Madge doesn't know what to say. She knows how much the Hawthornes love each other, knows they all want Gale to be happy again, to move on from Katniss one day. Madge wants that for him too. But if Gale ever would, well…Vick's right. She's the only eligible woman around for miles. It makes her want to laugh at the irony. Poor Gale Hawthorne, exiled from the District with the one girl he'd hated.

She wonders if he ever really thought his plan all the way through, back when he was talking it out with Hazelle. What was he planning to do when his siblings came of age? Not that there wouldn't be things that they'd need from town before then. Like medicine, since they didn't have Mrs.
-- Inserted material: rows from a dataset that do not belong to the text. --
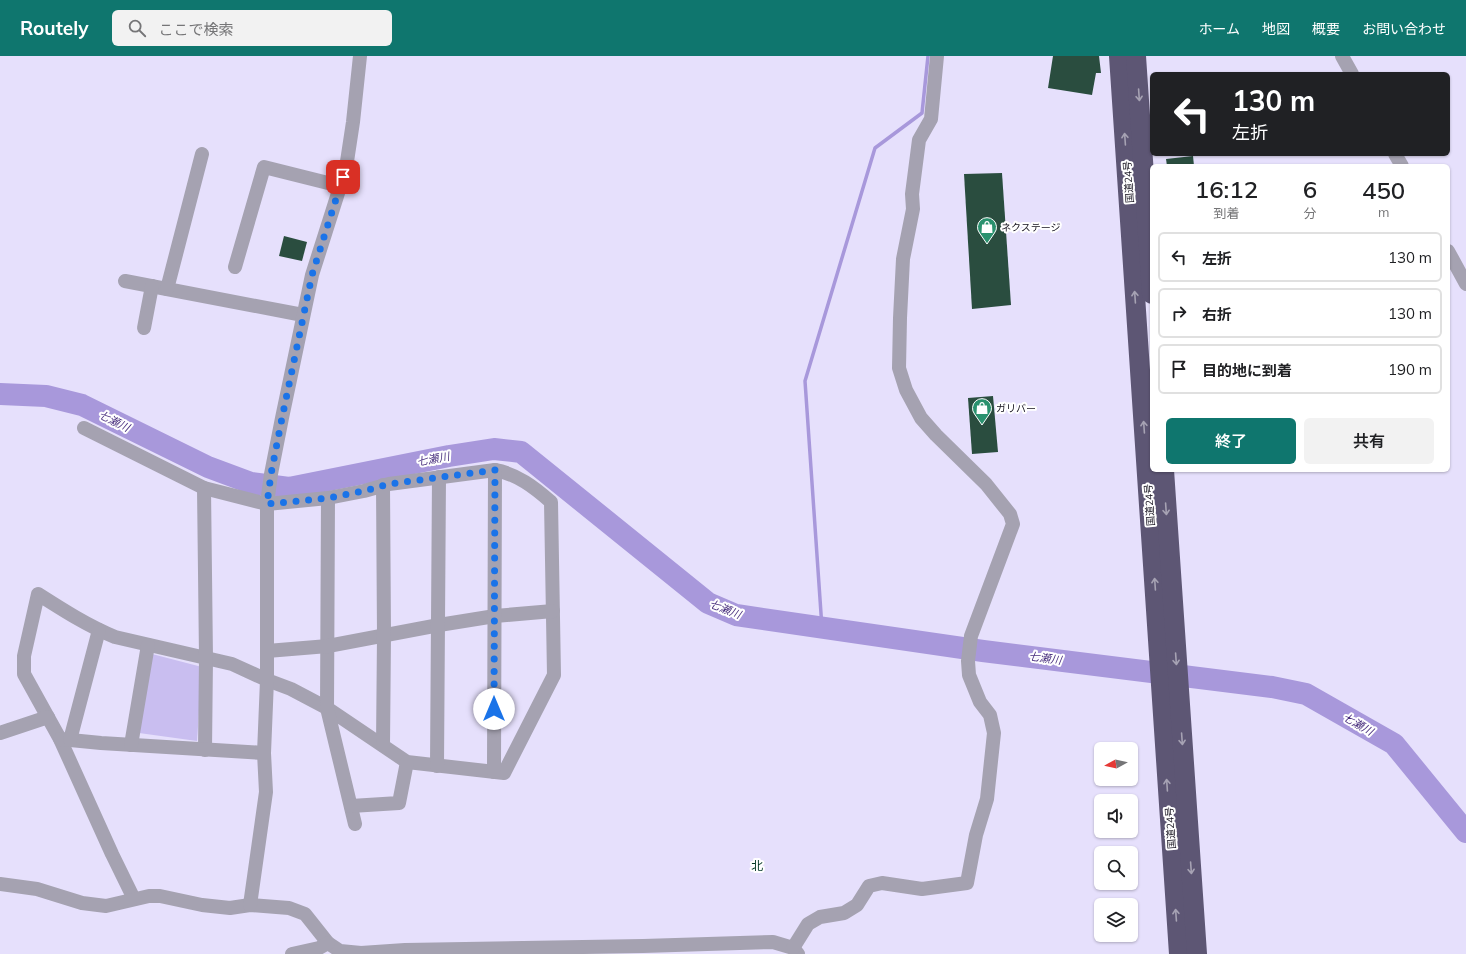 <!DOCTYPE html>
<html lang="ja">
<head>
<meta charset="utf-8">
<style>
  body { margin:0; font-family:Mulish,"Noto Sans JP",sans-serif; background:#f2f2f2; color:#202124; height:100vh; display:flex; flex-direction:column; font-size:15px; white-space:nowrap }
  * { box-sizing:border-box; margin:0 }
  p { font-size:13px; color:#757577 }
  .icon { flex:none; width:22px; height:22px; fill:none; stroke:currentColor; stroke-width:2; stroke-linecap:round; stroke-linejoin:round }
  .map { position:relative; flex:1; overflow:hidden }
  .sheet { position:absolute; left:1150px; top:108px; width:300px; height:308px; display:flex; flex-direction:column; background:#fff; border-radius:6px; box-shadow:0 1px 3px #0004 }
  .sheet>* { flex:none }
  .banner { position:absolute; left:1150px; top:16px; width:300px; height:84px; border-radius:6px; box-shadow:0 1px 3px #0004; background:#202124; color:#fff; overflow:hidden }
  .needle { width:26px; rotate:262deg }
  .controls { position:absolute; left:1094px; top:686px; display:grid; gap:8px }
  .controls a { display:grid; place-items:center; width:44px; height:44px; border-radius:6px; background:#fff; box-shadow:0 1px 3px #0004; font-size:20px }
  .pin { position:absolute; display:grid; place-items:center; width:34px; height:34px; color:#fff; margin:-17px; border-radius:8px; box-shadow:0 2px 6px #0006 }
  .me { position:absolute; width:44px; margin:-22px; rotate:0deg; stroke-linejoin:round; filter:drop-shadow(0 0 3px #0008) }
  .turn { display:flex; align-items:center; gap:14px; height:84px; padding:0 16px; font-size:18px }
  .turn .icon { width:52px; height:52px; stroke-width:2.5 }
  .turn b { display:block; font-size:28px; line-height:34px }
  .eta { display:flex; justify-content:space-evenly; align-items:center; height:68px; text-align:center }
  .eta b { font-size:24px; font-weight:600; line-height:28px }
  .primary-button { display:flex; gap:8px; margin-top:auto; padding:8px 16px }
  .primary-button a { flex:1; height:46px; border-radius:6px; background:#0f766e; color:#fff; font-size:16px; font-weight:600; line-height:46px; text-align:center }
  .primary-button a+a { background:#f2f2f2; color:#202124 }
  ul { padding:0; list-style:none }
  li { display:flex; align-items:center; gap:12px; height:50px; margin:0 8px 6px; padding:0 8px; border:2px solid #e0e0e0; border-radius:6px }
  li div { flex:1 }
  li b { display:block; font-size:15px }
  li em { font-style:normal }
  header { display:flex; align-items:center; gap:24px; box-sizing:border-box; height:56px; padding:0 20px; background:#0f766e; color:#fff }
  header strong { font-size:19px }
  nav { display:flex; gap:22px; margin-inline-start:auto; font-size:14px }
  .search { width:280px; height:36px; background:#f2f2f2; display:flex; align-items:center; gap:10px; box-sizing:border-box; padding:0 14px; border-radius:6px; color:#757577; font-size:15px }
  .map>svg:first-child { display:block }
</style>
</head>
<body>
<header>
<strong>Routely</strong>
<div class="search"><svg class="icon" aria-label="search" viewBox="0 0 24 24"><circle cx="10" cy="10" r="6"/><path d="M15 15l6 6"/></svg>ここで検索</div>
<nav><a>ホーム</a><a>地図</a><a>概要</a><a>お問い合わせ</a></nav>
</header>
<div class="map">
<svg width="1466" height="898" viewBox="0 0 1466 898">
  <rect width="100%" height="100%" fill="#e6e0fc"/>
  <!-- green -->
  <path fill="#c9bef0" d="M152,598l50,13 -5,74 -58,-8z"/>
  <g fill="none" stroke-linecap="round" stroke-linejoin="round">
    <!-- stream -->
    <path stroke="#a898db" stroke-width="3.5" d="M822,572l-17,-247 70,-233 47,-35 6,-57"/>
    <!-- river -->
    <path stroke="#a898db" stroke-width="22" d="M0,338l46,2 36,9 126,62 43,16 38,5 160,-32 45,-7 27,3 187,151 28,12 247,36 289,36 34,7 88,50 72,88"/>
  </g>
  <!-- building -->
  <g fill="#2a4d3f">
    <path d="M1053,0h46l2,17h-5l-4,22 -44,-7z"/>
    <path d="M1193,100l1,10h-27l-1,-7z"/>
    <path d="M1002,117l9,132 -39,4 -8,-135z"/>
    <path d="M284,180l23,6 -5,19 -23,-5z"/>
    <path d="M993,340l5,56 -26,2 -4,-56z"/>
  </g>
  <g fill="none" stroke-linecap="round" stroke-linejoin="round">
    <!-- minor -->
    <g stroke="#a5a2b1" stroke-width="14">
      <path d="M1342,0l10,18"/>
      <path d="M1395,98l7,12"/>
      <path d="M1448,195l18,33"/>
      <path d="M235,211l29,-100 76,19"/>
      <path d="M125,225l178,34"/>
      <path d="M167,233l35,-135"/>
      <path d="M144,272l8,-42"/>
      <path d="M84,372l120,60 63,16 61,-6 36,-7 25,-7 106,-14c22,4 39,17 56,32l3,173 -50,98 -97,-11 -80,-54 -36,-19 -24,-9 -35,-16 -117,-27c-27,-11 -52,-27 -77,-43l-14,62v18l36,65 52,115 22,45"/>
      <path d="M204,432l2,170 -1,92"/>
      <path d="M328,442l-1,210 28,116"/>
      <path d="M267,595l61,-5 111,-21 56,-9 58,-5"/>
      <path d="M0,677l48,-16"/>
      <path d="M60,683l41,4 163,10"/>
      <path d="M70,684l29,-110"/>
      <path d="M131,689l17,-100"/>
      <path d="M383,689l1,-110 -1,-150"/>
      <path d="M437,710l2,-289"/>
      <path d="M494,716l1,-302"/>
      <path d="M351,750l48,-3 8,-41"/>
      <path d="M0,828l37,5 45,14 24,3 43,-10h11l42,9 28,3 20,-3 39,3 16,6 23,29 12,8 21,2 44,-3 238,-4 130,-4 20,6 5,6"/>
      <path d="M250,849l16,-113 -2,-39 3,-73v-176l4,-30 11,-56 30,-143 34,-107 7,-46 7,-66"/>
      <path d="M793,892l15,-24 12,-7 24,-4 13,-8 12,-19 13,-3 40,6 45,-6 9,-48 11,-36 7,-66 -4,-18 -10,-13 -11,-27 -1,-14 3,-25 42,-112 -3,-10 -24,-30 -50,-49 -15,-17 -15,-28 -7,-22 1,-50 3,-59 10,-50 -1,-15 7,-54 12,-21 6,-63"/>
      <path d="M292,898l27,-6 9,-5"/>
    </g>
    <!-- highway -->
    <g stroke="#5d5674" stroke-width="20">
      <path d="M1119,0l60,898"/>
      <path d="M1136,0l16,238"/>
      <path d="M1164,414l33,484"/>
    </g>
  </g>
  <!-- one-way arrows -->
  <defs><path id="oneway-shaft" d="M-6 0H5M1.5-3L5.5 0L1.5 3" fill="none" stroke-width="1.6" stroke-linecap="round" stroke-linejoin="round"/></defs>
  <g stroke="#a6a2b3">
    <use href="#oneway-shaft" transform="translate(1139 39) rotate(86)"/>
    <use href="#oneway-shaft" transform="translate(1125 83) rotate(-94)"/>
    <use href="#oneway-shaft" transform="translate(1135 241) rotate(-94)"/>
    <use href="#oneway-shaft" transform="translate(1144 371) rotate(-94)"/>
    <use href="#oneway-shaft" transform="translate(1166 453) rotate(86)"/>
    <use href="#oneway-shaft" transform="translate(1155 528) rotate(-94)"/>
    <use href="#oneway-shaft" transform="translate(1176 603) rotate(86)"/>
    <use href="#oneway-shaft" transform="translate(1182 683) rotate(86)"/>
    <use href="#oneway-shaft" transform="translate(1167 729) rotate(-94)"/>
    <use href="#oneway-shaft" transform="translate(1191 812) rotate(86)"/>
    <use href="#oneway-shaft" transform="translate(1176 859) rotate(-94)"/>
  </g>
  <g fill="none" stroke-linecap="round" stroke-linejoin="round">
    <!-- route -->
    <path stroke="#1a73e8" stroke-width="7" stroke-dasharray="0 12.6" d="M343,121l-31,98 -30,143 -11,56 -4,30 61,-6 36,-7 25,-7 106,-14 -1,239"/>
  </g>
  <!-- icons -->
  <defs>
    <g id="shop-pin" transform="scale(1)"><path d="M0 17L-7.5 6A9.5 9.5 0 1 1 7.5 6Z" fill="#2a916e" stroke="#fff"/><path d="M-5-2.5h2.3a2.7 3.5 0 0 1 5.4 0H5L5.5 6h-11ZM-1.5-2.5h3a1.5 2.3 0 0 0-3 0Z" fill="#fff"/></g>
  </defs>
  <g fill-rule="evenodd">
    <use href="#shop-pin" x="987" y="171"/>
    <use href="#shop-pin" x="982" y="352"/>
  </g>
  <g text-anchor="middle" stroke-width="4" stroke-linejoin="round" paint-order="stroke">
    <!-- street labels -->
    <g font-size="10" fill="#120f1b" stroke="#fff">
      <text transform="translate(1128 126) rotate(-94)" y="4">国道24号</text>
      <text transform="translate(1149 449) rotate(-94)" y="4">国道24号</text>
      <text transform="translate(1170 772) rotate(-94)" y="4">国道24号</text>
    </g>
    <!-- poi labels -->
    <g font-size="10" fill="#120f1b" stroke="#fff" text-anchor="start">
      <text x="1001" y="175">ネクステージ</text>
      <text x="996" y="356">ガリバー</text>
    </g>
    <!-- water labels -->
    <g font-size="11" font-style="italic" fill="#492f7e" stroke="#fff">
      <text transform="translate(114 365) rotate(26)" y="4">七瀬川</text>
      <text transform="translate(433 403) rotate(-11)" y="4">七瀬川</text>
      <text transform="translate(725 553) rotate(21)" y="4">七瀬川</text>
      <text transform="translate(1045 602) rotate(8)" y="4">七瀬川</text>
      <text transform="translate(1358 668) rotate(30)" y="4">七瀬川</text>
    </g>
    <!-- quarter labels -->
    <g font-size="12" fill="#013524" stroke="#fff">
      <text x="757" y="814">北</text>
    </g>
  </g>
</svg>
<div class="controls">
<a><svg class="needle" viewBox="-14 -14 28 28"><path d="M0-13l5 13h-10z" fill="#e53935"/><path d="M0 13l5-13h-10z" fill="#757577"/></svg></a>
<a><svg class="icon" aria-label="sound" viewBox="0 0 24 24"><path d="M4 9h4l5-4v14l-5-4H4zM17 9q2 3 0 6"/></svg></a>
<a><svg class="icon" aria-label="search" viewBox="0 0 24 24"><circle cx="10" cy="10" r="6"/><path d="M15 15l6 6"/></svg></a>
<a><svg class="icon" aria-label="layers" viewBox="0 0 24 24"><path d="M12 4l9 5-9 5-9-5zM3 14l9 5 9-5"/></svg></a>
</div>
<div class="pin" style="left:343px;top:121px;background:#d93025"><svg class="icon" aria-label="arrive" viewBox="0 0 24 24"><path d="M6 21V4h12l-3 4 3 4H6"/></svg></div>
<svg class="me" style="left:494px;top:653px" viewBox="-20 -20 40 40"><circle r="19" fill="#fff"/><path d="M0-13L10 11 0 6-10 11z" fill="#1a73e8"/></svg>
<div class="banner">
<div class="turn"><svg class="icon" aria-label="left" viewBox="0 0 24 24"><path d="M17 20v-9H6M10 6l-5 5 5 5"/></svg><div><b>130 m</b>左折</div></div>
</div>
<section class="sheet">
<div class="eta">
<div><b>16:12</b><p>到着</p></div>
<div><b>6</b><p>分</p></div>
<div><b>450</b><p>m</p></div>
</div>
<ul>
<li><svg class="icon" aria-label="left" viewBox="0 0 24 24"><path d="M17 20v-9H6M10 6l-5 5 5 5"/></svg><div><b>左折</b></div><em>130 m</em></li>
<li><svg class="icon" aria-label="right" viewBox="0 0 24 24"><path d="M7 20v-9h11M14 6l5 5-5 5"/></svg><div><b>右折</b></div><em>130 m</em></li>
<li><svg class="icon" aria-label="arrive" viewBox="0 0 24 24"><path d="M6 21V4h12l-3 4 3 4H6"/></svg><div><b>目的地に到着</b></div><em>190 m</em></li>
</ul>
<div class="primary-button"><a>終了</a><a>共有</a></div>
</section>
</div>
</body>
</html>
Everdeen. And shoes, and clothes, and tools. And that's when Madge knows within her heart that living in the woods with the Hawthornes is only a temporary solution to their problems. The old guilt from their first days out here settles back around her shoulders. What has she done to these sweet kids? How can she ever fix this for them?

Right now though, she has to comfort a boy who only wants happiness for his older brother. She ruffles his hair as she stands. "Don't worry, Vick. Somehow, I'm sure Gale will find someone else he loves and wants to marry one day. But when he does, that will be his decision. It will have nothing to do with wanting to escape from you guys. I know Gale loves you more than anything, and I know he doesn't regret doing whatever he had to to take care of you." She smiles down at him. "In fact, I think that y'all are the brightest parts of his life. You make him happy, and you should be proud of that."

She heads down to their camp for dinner.